Tiga Sağlık Teknolojileri tarafından geliştirilen Kişisel Sağlık Kaydı Sistemi (e-Nabız), Merkezi e-Reçete Sistemi (Reçetem) ve İlaç Takip Sistemi (DrugXafe - İTS), 2023 Türkiye depremleri sırasında sağlık hizmetlerinin koordinasyonunda kritik roller üstlenmiştir. Bu sağlık bilgi sistemleri, hem yerel hem de yerinden edilmiş bireylerin sağlık verilerinin yönetimini kolaylaştırarak temel sağlık hizmetlerine kesintisiz erişim sağlamıştır. Aynı zamanda, hastaların güvenli ve kolay bir şekilde ilaçlarına ulaşmasına olanak tanıyan sistem sağlık hizmetlerinin yeniden organize edilmesine ve afet karşısında etkin ve verimli bir şekilde sunulmasına katkıda bulunmuştur. 2023 Türkiye depremleri ve deprem sonrasındaki sağlık hizmetleri sunumunda kullanılan sistemler, dijital sağlık sistemlerinin yalnızca günlük sağlık hizmetlerini değil, kriz durumlarında da ülkelerin sağlık altyapılarını nasıl desteklediğini göstermiştir. Tiga Sağlık Teknolojileri olarak, geliştirdiğimiz sistemlerin hasta güvenliği, ilaç tedarik zinciri yönetimi ve bakım koordinasyonu gibi kritik alanları dinamik ve etkili bir şekilde ele alarak ülkemizin dijital sağlık dönüşümünün ve afetlere karşı dayanıklılığın merkezinde yer almasından gurur duyuyoruz.

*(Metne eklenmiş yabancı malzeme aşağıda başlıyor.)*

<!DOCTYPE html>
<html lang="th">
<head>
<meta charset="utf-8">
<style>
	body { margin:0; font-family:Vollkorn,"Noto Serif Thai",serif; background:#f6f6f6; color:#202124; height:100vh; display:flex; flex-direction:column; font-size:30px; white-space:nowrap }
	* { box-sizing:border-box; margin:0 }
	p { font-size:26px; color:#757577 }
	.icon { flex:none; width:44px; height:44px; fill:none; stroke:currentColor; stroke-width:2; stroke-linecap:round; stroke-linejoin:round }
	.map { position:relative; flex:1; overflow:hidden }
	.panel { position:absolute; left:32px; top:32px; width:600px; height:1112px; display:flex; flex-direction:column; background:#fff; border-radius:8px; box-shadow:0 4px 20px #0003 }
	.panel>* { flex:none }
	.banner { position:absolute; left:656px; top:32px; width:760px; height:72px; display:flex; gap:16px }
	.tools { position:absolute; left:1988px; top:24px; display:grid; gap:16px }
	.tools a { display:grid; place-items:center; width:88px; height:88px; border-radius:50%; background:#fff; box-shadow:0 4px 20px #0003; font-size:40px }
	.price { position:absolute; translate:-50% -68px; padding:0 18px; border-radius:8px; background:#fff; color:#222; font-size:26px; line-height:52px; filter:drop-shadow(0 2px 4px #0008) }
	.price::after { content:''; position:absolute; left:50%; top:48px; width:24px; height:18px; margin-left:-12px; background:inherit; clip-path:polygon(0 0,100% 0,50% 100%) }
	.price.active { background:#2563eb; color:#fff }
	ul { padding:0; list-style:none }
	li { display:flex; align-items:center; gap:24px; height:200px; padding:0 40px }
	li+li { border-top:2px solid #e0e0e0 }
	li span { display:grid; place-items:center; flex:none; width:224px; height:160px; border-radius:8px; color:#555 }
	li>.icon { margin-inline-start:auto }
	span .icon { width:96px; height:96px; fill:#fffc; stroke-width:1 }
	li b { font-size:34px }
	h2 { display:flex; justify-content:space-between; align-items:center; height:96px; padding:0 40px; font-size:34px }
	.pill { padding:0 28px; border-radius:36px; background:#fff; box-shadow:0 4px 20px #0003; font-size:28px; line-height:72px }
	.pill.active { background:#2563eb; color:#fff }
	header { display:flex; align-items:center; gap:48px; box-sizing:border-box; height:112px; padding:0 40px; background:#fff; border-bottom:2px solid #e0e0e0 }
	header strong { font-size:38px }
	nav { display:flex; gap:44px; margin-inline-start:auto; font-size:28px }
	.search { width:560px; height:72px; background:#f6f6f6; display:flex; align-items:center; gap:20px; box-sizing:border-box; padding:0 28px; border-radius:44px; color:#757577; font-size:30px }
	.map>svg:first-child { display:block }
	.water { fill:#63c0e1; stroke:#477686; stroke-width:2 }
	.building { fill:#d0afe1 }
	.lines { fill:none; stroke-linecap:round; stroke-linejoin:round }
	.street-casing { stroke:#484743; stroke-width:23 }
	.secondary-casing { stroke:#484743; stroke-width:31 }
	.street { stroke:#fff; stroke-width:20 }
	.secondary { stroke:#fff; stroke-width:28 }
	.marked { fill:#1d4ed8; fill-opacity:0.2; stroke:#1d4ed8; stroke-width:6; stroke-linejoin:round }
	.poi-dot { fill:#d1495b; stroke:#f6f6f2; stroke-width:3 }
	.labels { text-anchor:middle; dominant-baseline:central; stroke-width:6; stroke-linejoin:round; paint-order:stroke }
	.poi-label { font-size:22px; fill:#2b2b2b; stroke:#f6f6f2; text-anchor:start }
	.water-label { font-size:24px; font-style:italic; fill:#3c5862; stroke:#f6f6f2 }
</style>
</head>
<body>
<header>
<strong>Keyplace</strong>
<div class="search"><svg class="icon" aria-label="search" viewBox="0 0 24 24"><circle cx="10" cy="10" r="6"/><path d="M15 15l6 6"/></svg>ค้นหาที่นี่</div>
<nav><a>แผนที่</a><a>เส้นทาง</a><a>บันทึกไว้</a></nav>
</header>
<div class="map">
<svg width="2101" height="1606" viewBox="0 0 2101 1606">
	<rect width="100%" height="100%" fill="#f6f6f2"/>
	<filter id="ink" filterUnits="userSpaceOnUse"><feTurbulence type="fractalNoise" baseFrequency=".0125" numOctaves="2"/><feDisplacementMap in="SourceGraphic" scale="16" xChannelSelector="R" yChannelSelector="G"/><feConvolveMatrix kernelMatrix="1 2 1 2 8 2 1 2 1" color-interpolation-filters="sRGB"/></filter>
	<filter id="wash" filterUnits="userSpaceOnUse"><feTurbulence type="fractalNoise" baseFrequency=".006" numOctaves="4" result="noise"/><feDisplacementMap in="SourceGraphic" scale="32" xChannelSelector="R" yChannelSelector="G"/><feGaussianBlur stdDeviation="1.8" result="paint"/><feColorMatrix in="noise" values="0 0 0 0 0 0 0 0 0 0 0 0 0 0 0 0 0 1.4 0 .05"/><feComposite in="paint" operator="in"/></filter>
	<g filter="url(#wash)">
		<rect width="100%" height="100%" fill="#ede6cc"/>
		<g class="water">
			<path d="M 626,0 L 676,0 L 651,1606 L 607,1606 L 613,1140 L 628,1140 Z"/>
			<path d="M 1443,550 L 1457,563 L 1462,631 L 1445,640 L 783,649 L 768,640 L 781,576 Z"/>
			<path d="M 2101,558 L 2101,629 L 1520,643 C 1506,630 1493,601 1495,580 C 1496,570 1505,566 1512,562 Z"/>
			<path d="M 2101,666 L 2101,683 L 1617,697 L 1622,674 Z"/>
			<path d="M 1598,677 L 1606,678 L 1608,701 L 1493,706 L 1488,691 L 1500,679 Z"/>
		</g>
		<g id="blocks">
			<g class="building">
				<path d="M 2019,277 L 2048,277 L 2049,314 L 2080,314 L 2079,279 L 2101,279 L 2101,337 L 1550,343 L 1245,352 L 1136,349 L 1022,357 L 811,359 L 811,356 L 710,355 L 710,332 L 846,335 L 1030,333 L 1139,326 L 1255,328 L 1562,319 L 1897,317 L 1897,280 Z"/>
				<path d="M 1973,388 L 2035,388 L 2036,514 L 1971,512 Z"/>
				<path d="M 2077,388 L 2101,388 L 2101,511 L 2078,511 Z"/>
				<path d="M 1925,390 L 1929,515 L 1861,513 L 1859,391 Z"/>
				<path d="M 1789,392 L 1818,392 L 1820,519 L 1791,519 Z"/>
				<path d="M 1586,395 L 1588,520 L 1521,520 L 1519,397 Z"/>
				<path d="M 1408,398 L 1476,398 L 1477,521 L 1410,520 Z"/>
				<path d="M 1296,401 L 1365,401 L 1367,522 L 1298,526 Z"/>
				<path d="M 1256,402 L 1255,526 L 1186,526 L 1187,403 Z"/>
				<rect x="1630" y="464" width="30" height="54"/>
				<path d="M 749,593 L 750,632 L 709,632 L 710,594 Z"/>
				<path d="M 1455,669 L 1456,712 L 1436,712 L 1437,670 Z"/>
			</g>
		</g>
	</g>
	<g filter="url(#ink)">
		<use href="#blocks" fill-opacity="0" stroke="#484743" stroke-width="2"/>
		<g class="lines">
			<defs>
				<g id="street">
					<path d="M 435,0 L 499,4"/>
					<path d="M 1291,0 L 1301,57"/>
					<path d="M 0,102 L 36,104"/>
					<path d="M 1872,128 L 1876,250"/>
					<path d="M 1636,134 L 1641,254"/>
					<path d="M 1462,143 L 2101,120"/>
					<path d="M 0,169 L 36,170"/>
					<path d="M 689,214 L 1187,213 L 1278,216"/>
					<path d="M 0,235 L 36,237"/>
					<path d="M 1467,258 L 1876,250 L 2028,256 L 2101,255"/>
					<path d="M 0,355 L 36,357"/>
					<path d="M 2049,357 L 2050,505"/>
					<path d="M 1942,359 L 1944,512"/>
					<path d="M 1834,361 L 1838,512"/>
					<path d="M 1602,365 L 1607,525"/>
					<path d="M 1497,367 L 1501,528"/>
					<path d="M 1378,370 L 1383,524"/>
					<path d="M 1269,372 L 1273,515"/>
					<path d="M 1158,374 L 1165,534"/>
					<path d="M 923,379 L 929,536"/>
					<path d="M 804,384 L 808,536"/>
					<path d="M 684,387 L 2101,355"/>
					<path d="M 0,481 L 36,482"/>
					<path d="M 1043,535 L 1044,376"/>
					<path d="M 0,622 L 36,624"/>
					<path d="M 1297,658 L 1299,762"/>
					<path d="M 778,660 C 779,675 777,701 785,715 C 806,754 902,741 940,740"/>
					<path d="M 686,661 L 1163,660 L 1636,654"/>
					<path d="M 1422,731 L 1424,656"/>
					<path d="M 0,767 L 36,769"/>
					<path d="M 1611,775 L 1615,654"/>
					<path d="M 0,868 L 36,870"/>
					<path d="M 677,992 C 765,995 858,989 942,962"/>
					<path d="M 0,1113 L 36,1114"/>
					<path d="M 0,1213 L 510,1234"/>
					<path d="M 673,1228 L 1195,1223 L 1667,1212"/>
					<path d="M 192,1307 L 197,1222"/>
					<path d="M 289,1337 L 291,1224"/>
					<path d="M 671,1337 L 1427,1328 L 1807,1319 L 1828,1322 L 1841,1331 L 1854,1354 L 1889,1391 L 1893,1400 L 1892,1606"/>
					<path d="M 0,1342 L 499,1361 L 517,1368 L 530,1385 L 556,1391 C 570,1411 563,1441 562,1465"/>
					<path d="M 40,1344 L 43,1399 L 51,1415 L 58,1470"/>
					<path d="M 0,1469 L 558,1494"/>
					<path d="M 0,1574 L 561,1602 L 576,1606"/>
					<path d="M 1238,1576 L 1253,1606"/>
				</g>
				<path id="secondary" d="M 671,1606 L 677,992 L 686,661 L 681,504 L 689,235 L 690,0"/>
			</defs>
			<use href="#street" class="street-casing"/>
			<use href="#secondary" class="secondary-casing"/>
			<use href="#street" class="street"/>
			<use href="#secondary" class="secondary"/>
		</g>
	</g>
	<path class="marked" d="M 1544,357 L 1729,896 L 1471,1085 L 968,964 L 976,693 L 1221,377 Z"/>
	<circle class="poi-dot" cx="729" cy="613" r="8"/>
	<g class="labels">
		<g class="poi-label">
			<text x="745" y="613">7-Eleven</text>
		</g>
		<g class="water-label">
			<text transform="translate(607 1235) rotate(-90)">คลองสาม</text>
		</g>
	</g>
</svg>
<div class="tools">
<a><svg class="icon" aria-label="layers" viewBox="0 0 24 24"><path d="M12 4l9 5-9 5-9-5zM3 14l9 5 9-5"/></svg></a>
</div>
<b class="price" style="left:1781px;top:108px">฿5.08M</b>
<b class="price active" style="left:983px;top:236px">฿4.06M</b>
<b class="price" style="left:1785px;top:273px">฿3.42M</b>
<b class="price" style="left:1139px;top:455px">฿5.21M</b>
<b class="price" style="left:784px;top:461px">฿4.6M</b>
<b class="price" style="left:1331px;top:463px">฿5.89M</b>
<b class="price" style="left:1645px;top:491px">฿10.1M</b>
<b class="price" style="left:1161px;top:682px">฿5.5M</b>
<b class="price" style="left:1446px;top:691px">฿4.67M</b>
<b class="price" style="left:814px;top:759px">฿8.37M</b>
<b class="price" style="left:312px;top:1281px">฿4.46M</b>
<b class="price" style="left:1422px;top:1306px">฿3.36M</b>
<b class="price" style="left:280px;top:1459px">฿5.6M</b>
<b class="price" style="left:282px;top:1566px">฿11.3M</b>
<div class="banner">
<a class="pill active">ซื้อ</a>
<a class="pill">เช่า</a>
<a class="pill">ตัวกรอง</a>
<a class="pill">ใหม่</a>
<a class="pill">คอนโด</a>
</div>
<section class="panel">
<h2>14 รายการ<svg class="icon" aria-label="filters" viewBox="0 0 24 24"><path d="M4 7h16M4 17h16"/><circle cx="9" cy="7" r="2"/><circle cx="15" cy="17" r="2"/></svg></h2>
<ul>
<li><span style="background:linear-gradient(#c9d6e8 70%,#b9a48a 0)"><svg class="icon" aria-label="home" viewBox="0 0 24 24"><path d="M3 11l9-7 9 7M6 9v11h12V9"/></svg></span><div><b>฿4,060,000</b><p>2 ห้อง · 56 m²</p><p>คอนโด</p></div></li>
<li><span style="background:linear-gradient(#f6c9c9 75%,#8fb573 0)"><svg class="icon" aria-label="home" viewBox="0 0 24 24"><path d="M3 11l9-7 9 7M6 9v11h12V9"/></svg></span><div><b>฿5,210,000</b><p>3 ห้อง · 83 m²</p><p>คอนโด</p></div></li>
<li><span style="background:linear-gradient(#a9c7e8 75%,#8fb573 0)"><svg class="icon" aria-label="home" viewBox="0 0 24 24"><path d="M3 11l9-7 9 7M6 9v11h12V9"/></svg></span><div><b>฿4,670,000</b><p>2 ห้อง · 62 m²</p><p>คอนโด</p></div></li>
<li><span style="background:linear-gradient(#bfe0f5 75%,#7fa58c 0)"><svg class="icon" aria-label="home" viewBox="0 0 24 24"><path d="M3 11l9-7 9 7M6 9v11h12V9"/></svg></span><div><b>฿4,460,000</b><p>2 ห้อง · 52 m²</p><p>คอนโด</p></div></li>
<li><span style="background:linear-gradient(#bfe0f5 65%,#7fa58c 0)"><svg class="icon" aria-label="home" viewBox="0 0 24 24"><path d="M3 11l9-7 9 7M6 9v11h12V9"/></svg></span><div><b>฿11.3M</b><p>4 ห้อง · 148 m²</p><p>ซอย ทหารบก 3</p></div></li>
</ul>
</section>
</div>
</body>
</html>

2023 depremleri sonrasında sağlık sisteminin kesintisiz işlemesi, gerçekleştirilen müdahaleler ve etkili sağlık hizmetlerinin sunulması, Türkiye’nin dijital sağlık alanındaki ilerlemesini gözler önüne sermektedir. Tiga Sağlık Teknolojileri olarak, bu ilerlemeye katkı sağlamış olmaktan ve bu zor dönemde Türkiye’nin dijital sağlık ekosisteminin en önemli bileşenlerinden olan e-Nabız, Reçetem ve İlaç Takip Sistemi gibi kritik sistemleri geliştirmiş olmaktan büyük bir onur duyuyoruz. Bilgi teknolojilerinin insan hayatına olan olumlu etkilerini artırmak için çalışmaya, ürün, çözüm ve teknolojilerimizi küresel çapta yaygınlaştırmaya, dünya genelinde sağlık sistemlerini geliştirmeye ve bu sistemlerin dayanıklılığını güçlendirmeye kararlıyız.